Data records:
• • •
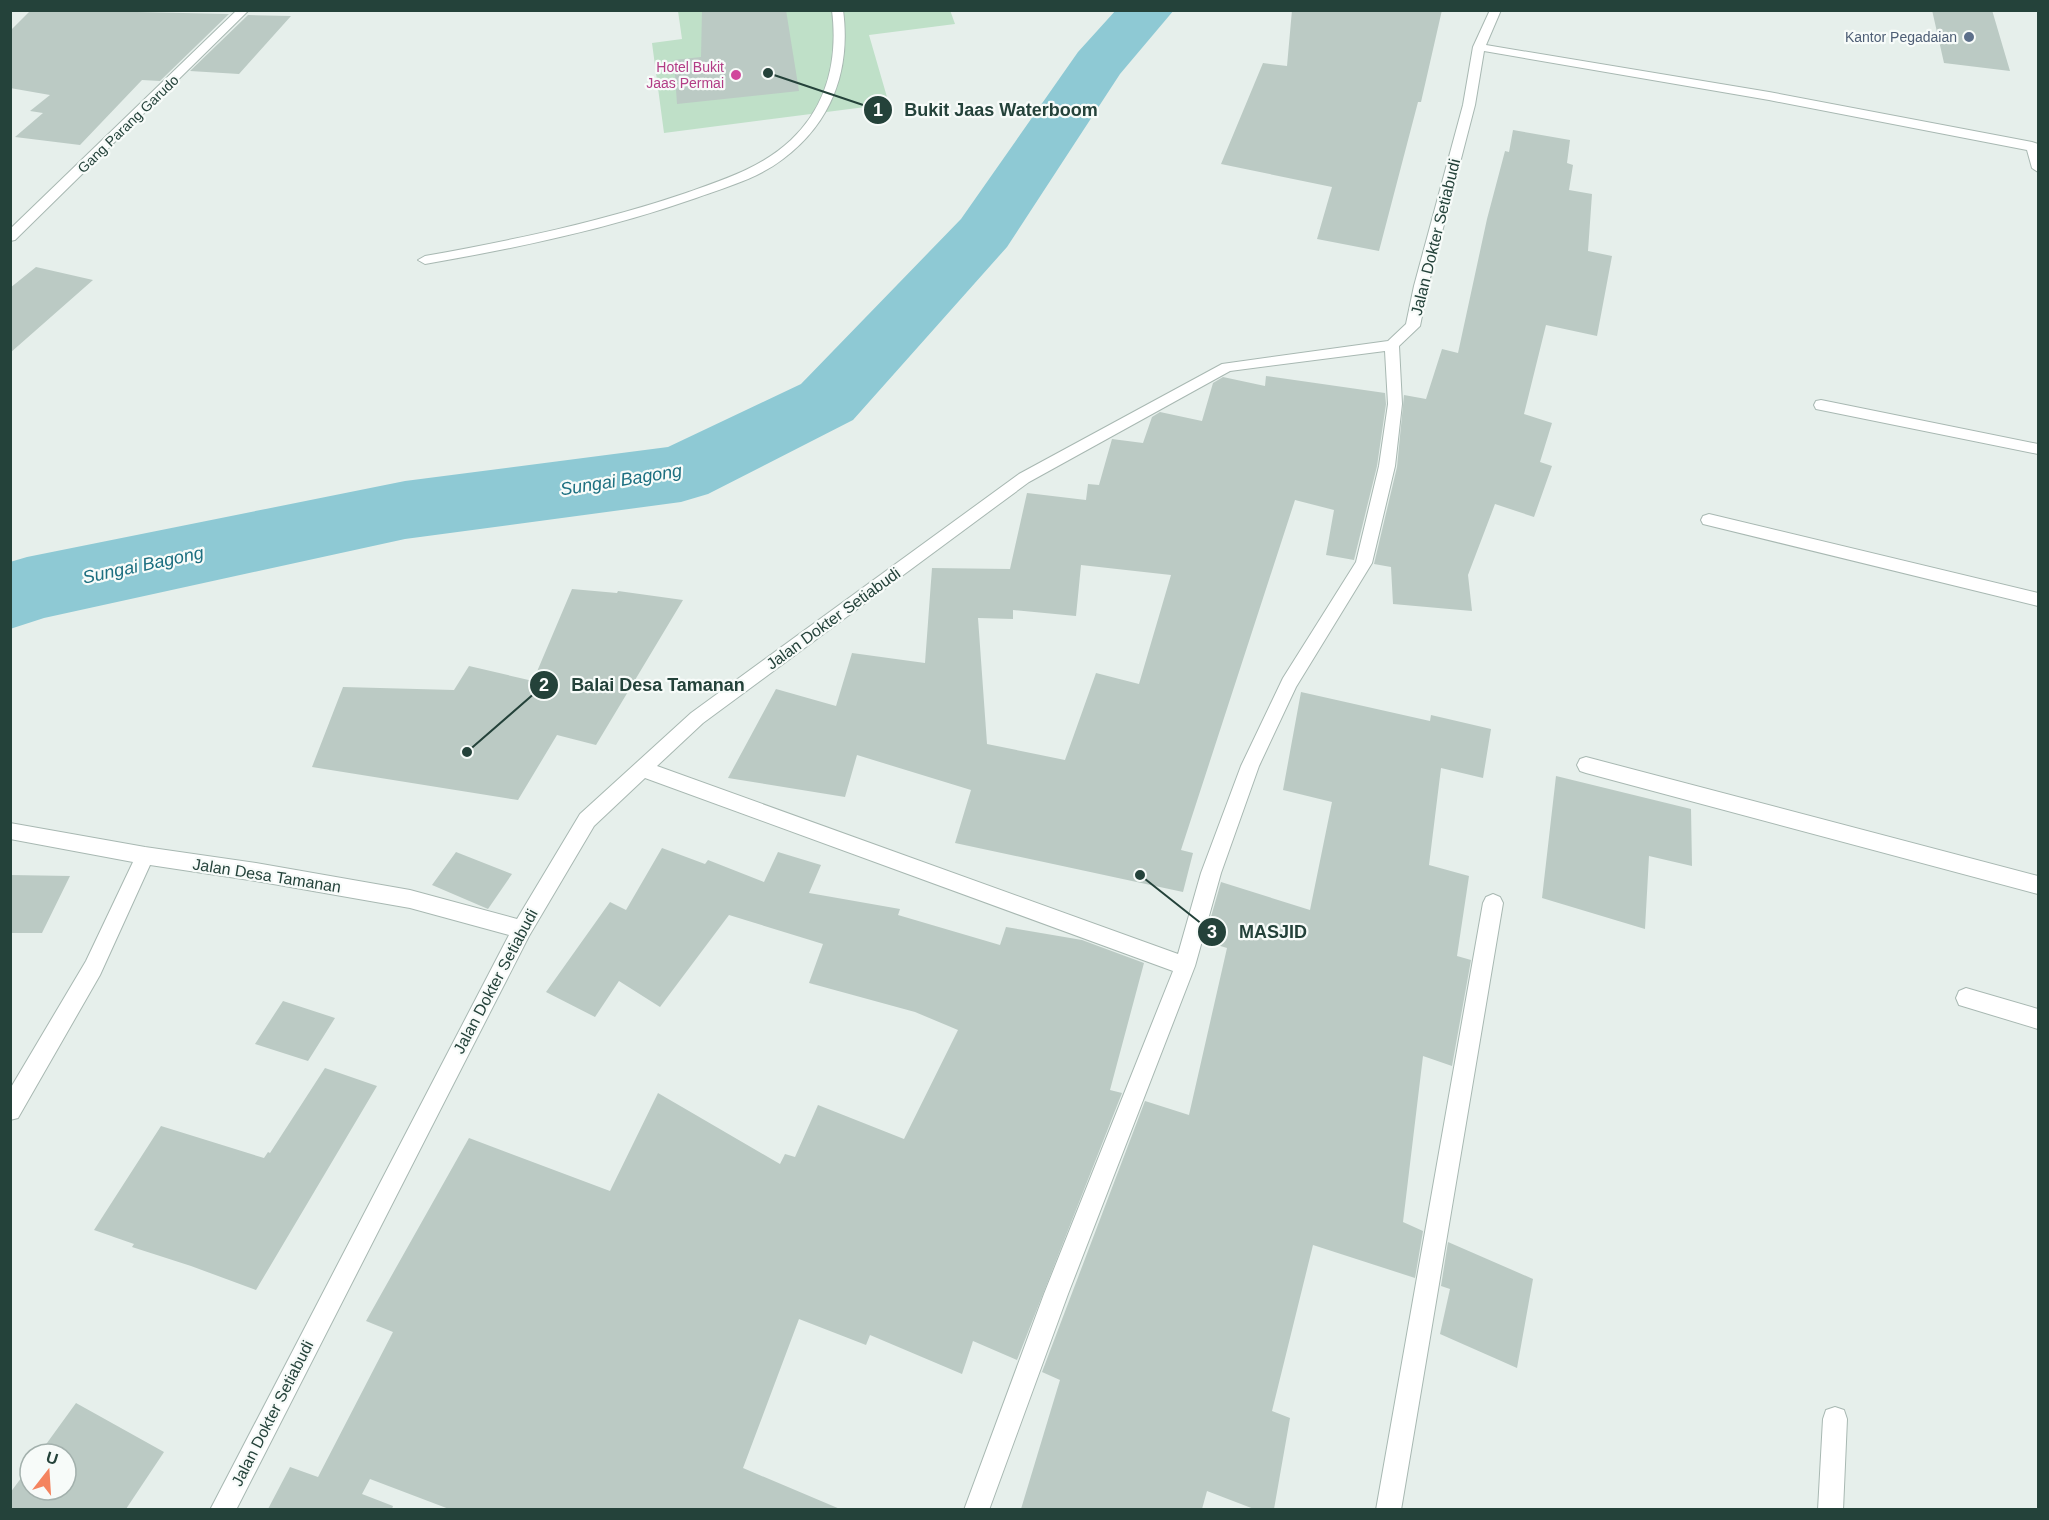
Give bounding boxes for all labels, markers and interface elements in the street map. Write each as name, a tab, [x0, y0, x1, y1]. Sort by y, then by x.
place label: Kantor Pegadaian	[1845, 29, 1957, 45]
marker: Kantor Pegadaian	[1962, 30, 1976, 44]
place label: Hotel Bukit Jaas Permai	[646, 59, 724, 91]
marker: Hotel Bukit Jaas Permai	[729, 68, 743, 82]
street label: Gang Parang Garudo	[74, 72, 182, 176]
callout: Bukit Jaas Waterboom	[863, 92, 1110, 128]
text: 1	[873, 100, 883, 120]
text: Bukit Jaas Waterboom	[904, 100, 1098, 120]
street label: Jalan Dokter Setiabudi	[1408, 157, 1463, 317]
water label: Sungai Bagong	[559, 460, 683, 500]
water label: Sungai Bagong	[81, 542, 205, 588]
street label: Jalan Dokter Setiabudi	[763, 564, 903, 673]
callout: Balai Desa Tamanan	[529, 667, 757, 703]
text: 2	[539, 675, 549, 695]
text: Balai Desa Tamanan	[571, 675, 745, 695]
street label: Jalan Desa Tamanan	[192, 855, 342, 896]
street label: Jalan Dokter Setiabudi	[450, 906, 541, 1056]
callout: MASJID	[1197, 914, 1319, 950]
text: 3	[1207, 922, 1217, 942]
text: MASJID	[1239, 922, 1307, 942]
street label: Jalan Dokter Setiabudi	[228, 1338, 317, 1489]
north arrow	[18, 1442, 78, 1502]
text: U	[44, 1448, 60, 1468]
• • •
- [TASK REQUIREMENTS] Find the word "Jaas" in the records, and report each line that has it.

- [FINAL ANSWER]
place label: Hotel Bukit Jaas Permai	[646, 59, 724, 91]
marker: Hotel Bukit Jaas Permai	[729, 68, 743, 82]
callout: Bukit Jaas Waterboom	[863, 92, 1110, 128]
text: Bukit Jaas Waterboom	[904, 100, 1098, 120]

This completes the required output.